─── The data ───
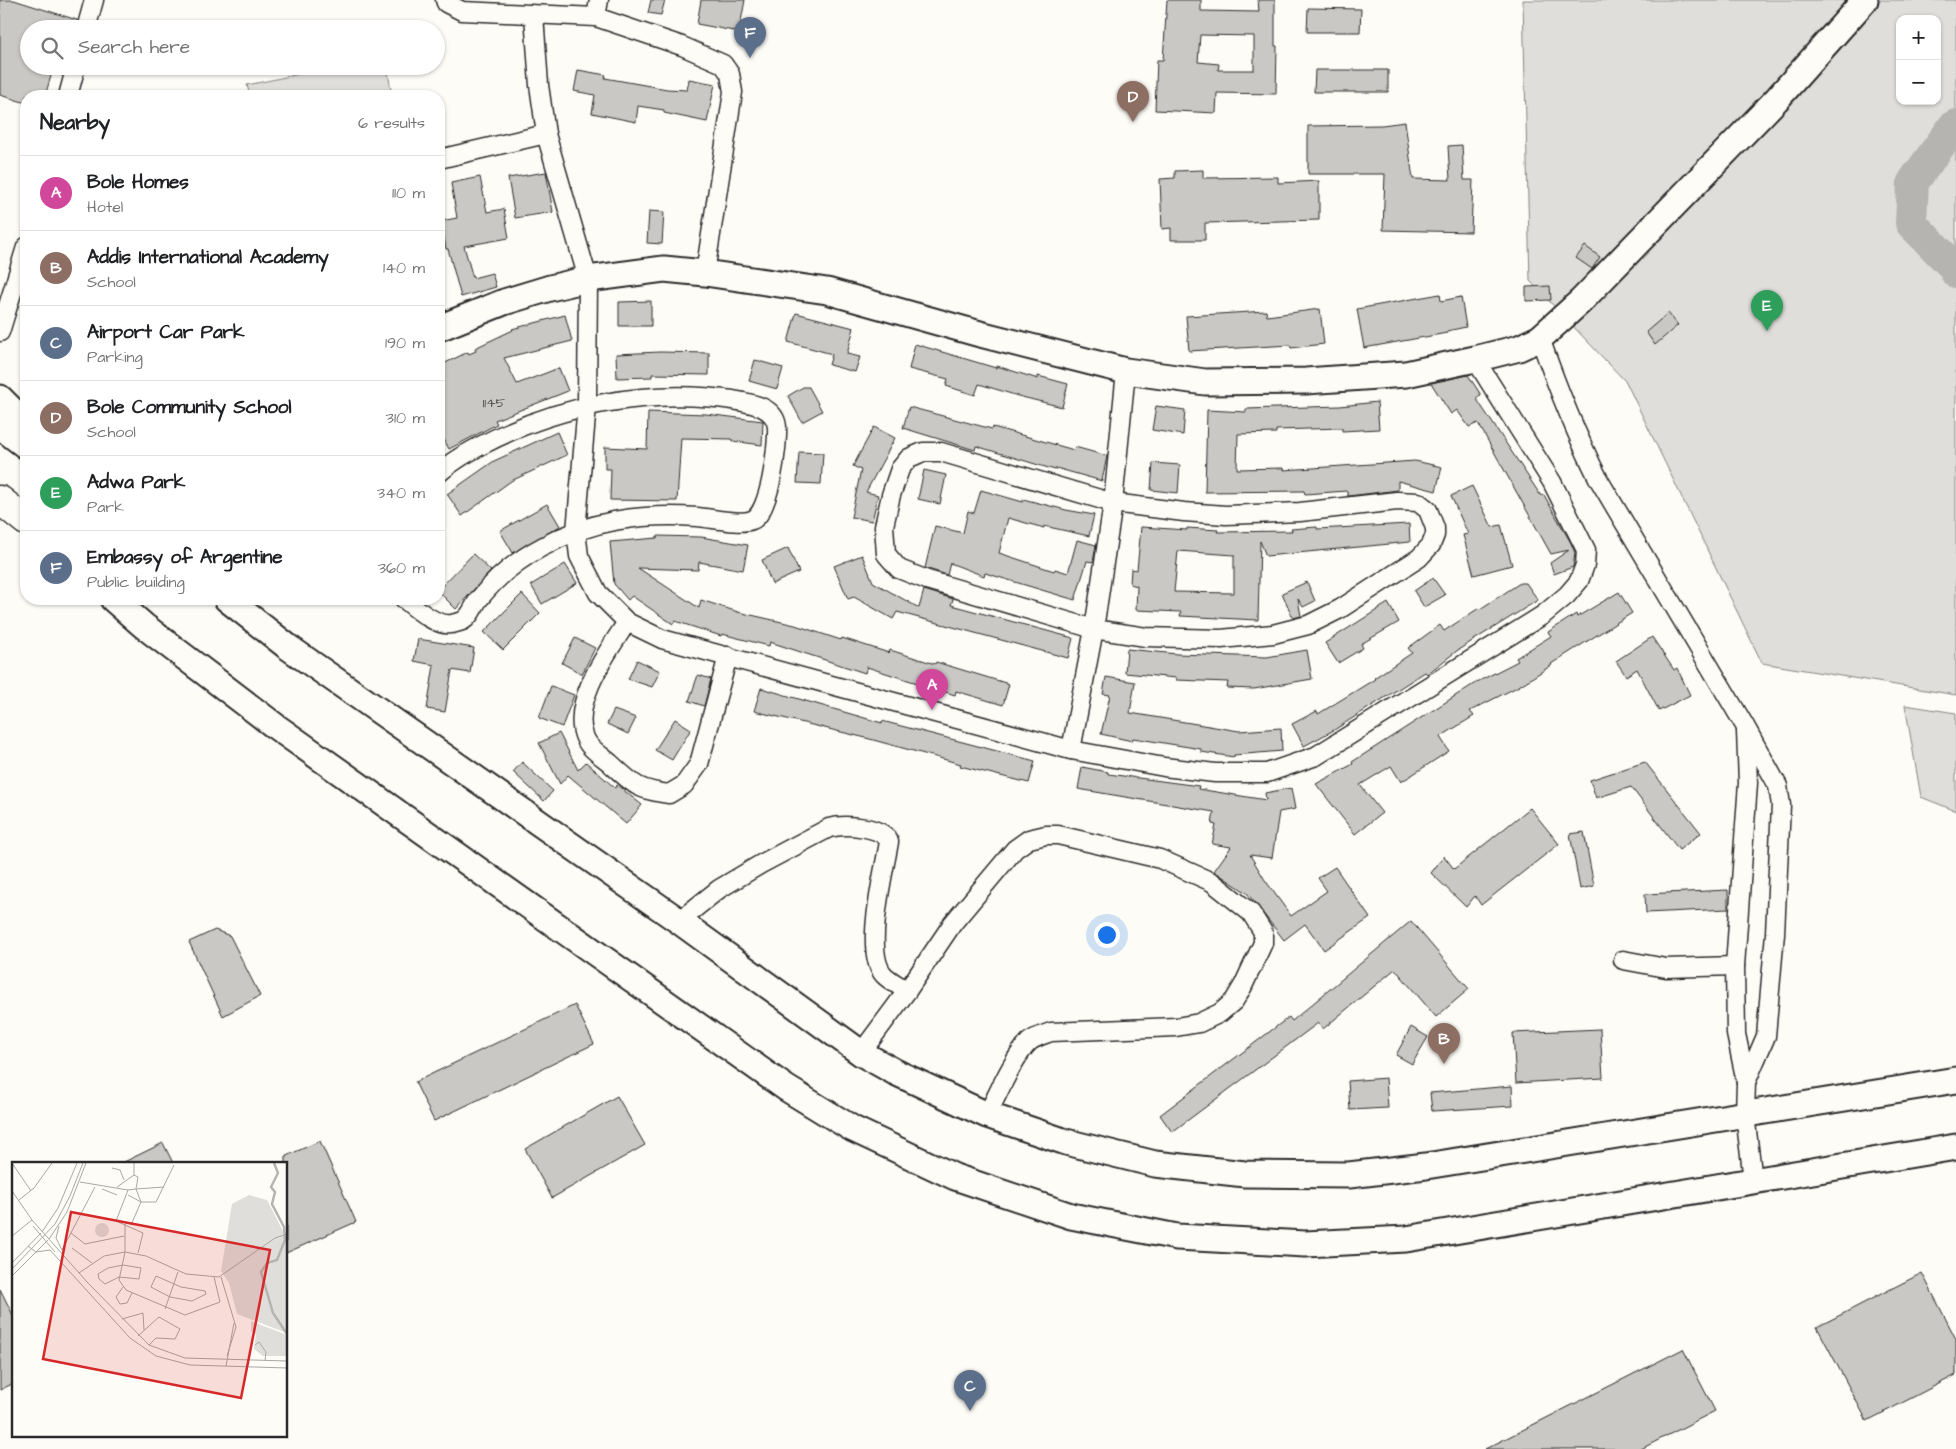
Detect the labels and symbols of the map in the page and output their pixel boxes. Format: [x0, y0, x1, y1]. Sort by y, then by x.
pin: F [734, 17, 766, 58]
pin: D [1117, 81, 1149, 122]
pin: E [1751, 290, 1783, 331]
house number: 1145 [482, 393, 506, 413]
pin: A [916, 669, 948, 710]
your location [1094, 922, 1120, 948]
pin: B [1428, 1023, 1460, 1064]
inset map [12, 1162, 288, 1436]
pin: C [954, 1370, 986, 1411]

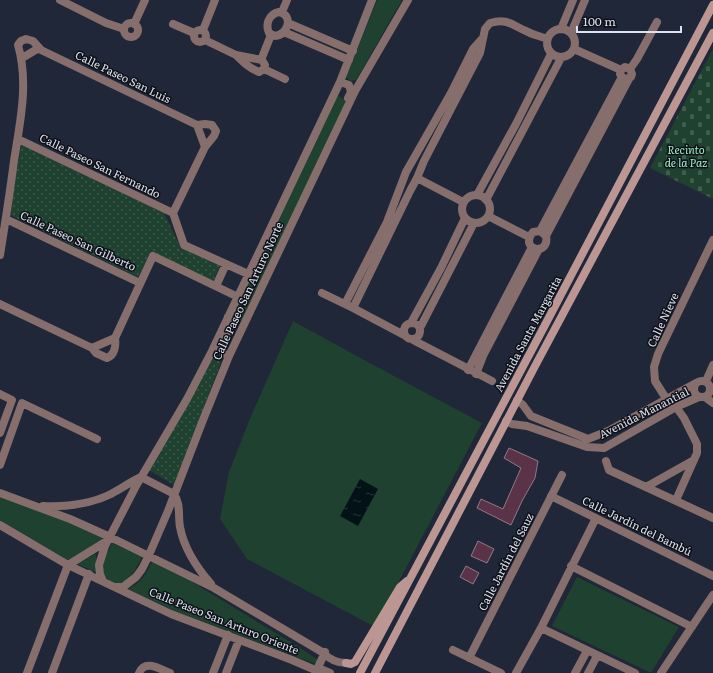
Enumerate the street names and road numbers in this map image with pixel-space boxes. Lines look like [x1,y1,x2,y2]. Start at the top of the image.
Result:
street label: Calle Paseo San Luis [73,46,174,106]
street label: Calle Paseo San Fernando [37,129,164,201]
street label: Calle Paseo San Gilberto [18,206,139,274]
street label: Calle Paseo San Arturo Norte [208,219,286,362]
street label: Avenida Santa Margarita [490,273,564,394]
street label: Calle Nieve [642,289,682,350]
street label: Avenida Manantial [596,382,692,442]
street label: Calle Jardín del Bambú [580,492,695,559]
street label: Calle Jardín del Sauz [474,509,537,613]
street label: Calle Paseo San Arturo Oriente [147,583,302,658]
───
— Exercise instructions —
Strip the images and reproduce the remaining records precisely.

— Exercise response —
Detect the labels and symbols of the map in the page and output their pixel boxes. Format: [x0, y0, x1, y1]. Sort by y, then by x.
pin: F [734, 17, 766, 58]
pin: D [1117, 81, 1149, 122]
pin: E [1751, 290, 1783, 331]
house number: 1145 [482, 393, 506, 413]
pin: A [916, 669, 948, 710]
your location [1094, 922, 1120, 948]
pin: B [1428, 1023, 1460, 1064]
inset map [12, 1162, 288, 1436]
pin: C [954, 1370, 986, 1411]

Enumerate the street names and road numbers in this map image with pixel-space boxes. Lines look like [x1,y1,x2,y2]. Start at the top of the image.
Result:
street label: Calle Paseo San Luis [73,46,174,106]
street label: Calle Paseo San Fernando [37,129,164,201]
street label: Calle Paseo San Gilberto [18,206,139,274]
street label: Calle Paseo San Arturo Norte [208,219,286,362]
street label: Avenida Santa Margarita [490,273,564,394]
street label: Calle Nieve [642,289,682,350]
street label: Avenida Manantial [596,382,692,442]
street label: Calle Jardín del Bambú [580,492,695,559]
street label: Calle Jardín del Sauz [474,509,537,613]
street label: Calle Paseo San Arturo Oriente [147,583,302,658]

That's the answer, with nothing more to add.